Below in conjunction with specific embodiment technical solution of the present invention is described further.These examples only are some exemplary applications, can not be interpreted as a kind of restriction to claim protection domain of the present invention.
Embodiment one (single agent)
Prepare N-acet-beta-amino glucosidase diagnostic reagent box by following composition and consumption:
Imidazoles/hydrochloride buffer 50mmol/L,
Ammonium sulfate 80g/ml,
3,4 couples of nitrobenzene-β-acetylglucosamine glycosides 2mmol/L.
Reagent divides the bottle of packing into after all dissolving and preparing, and carries out freeze drying, makes powdered reagent; Before the use, add pure water, use after redissolving.

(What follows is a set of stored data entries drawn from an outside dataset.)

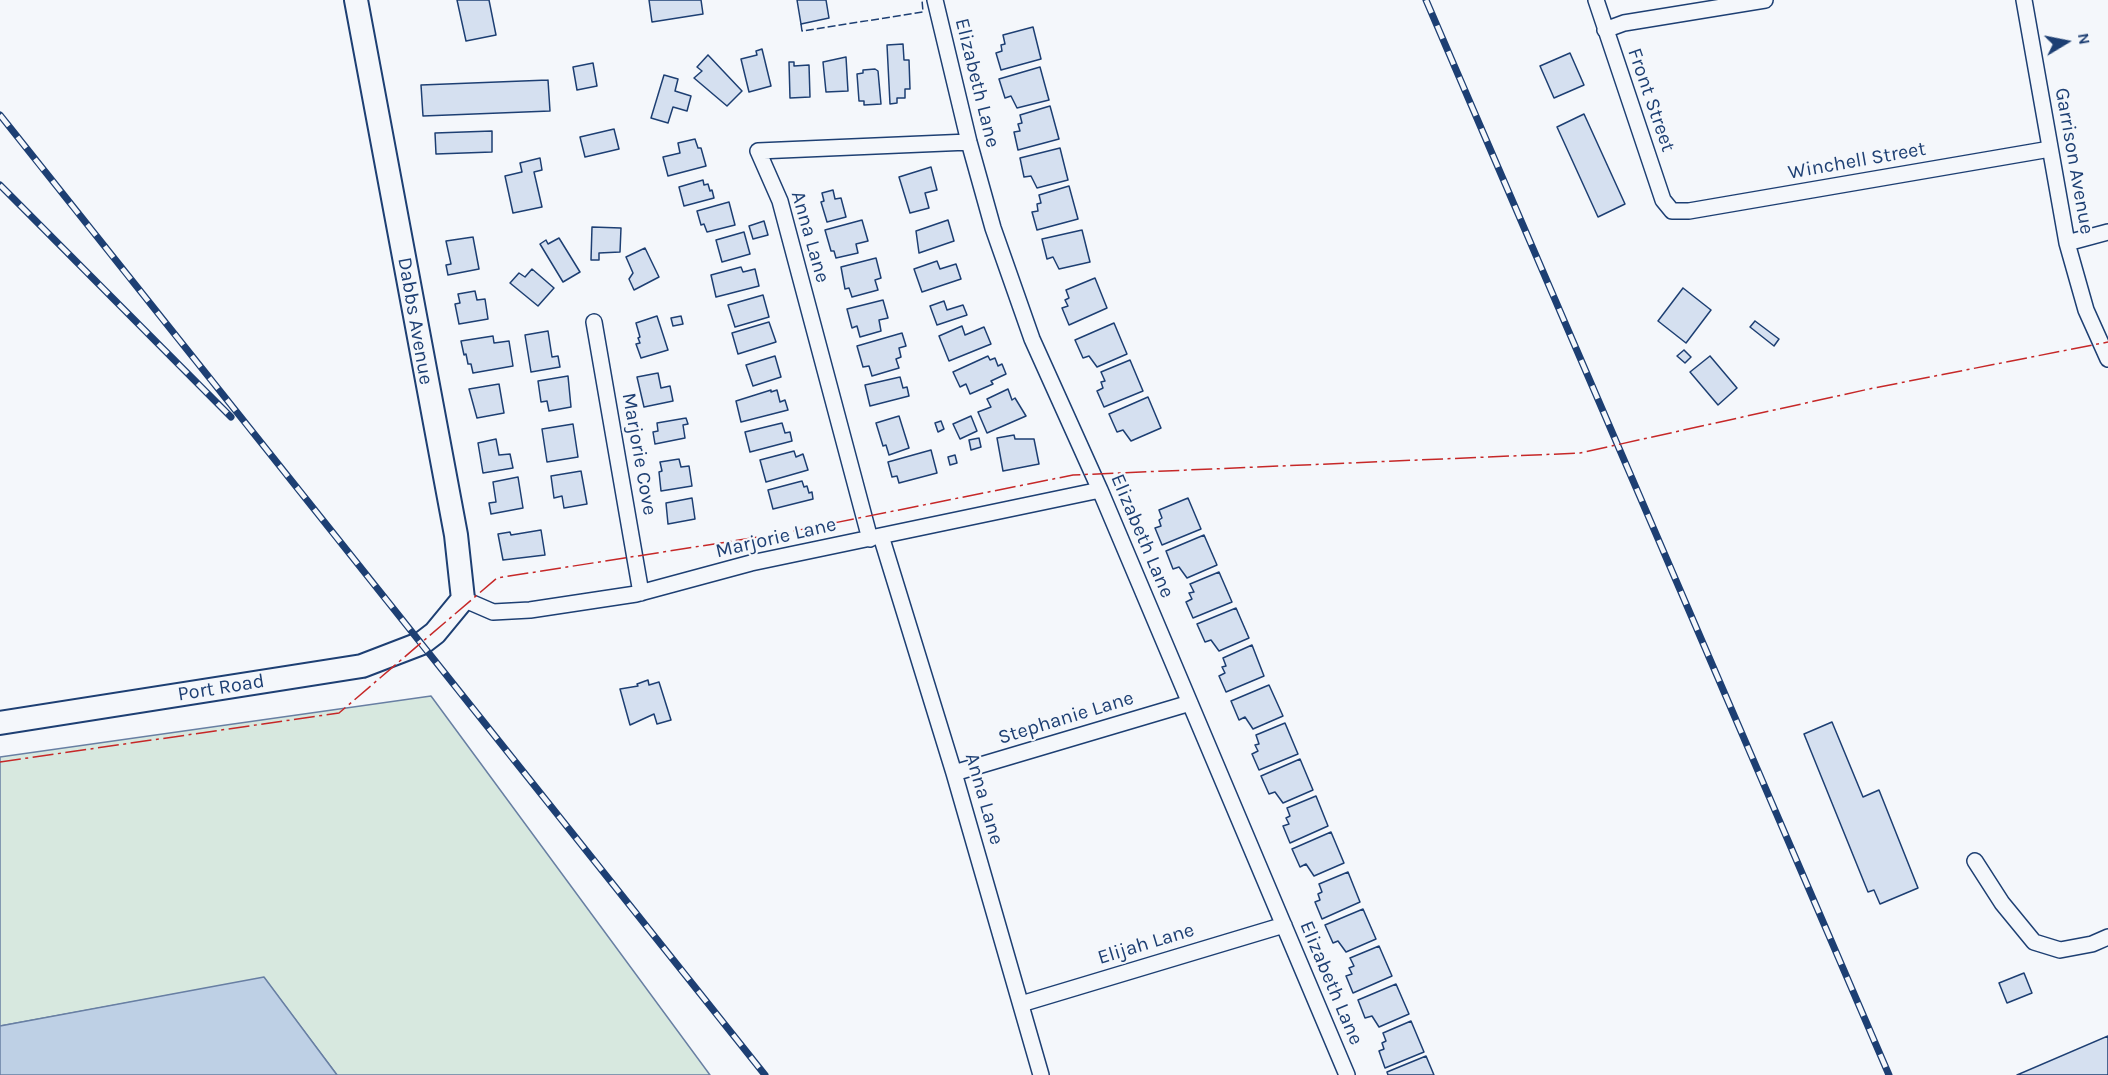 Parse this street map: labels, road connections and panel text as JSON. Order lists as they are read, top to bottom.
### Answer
{
  "streets": {
    "street": [
      "Elizabeth Lane",
      "Front Street",
      "Winchell Street",
      "Garrison Avenue",
      "Anna Lane",
      "Dabbs Avenue",
      "Marjorie Cove",
      "Marjorie Lane",
      "Port Road",
      "Stephanie Lane",
      "Elijah Lane"
    ]
  },
  "crossings": [
    ["Elizabeth Lane", "Anna Lane"],
    ["Elizabeth Lane", "Marjorie Lane"],
    ["Elizabeth Lane", "Stephanie Lane"],
    ["Elizabeth Lane", "Elijah Lane"],
    ["Front Street", "Winchell Street"],
    ["Winchell Street", "Garrison Avenue"],
    ["Anna Lane", "Marjorie Lane"],
    ["Anna Lane", "Stephanie Lane"],
    ["Anna Lane", "Elijah Lane"],
    ["Dabbs Avenue", "Marjorie Lane"],
    ["Dabbs Avenue", "Port Road"],
    ["Marjorie Cove", "Marjorie Lane"],
    ["Marjorie Lane", "Port Road"]
  ],
  "north": "right"
}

On automatic clinical chemistry analyzer, set: 37 ℃ of temperature, 10 minutes reaction time, initial absorbance≤0.1, test predominant wavelength 405nm, test commplementary wave length 505nm, the volume ratio of tested N-acet-beta-amino glucosidase sample and reagent is 1: 25, the Direction of Reaction is positive reaction (reaction of rising), about about 1 minute of time delay, about 2 minutes detection times, theoretical k value 1409.
After adding sample and reagent, make them mixed and have reaction, reactant places under the Biochemical Analyzer the most at last, detects the speed that predominant wavelength 405nm absorbance rises, thereby calculates the active size of N-acet-beta-amino glucosidase.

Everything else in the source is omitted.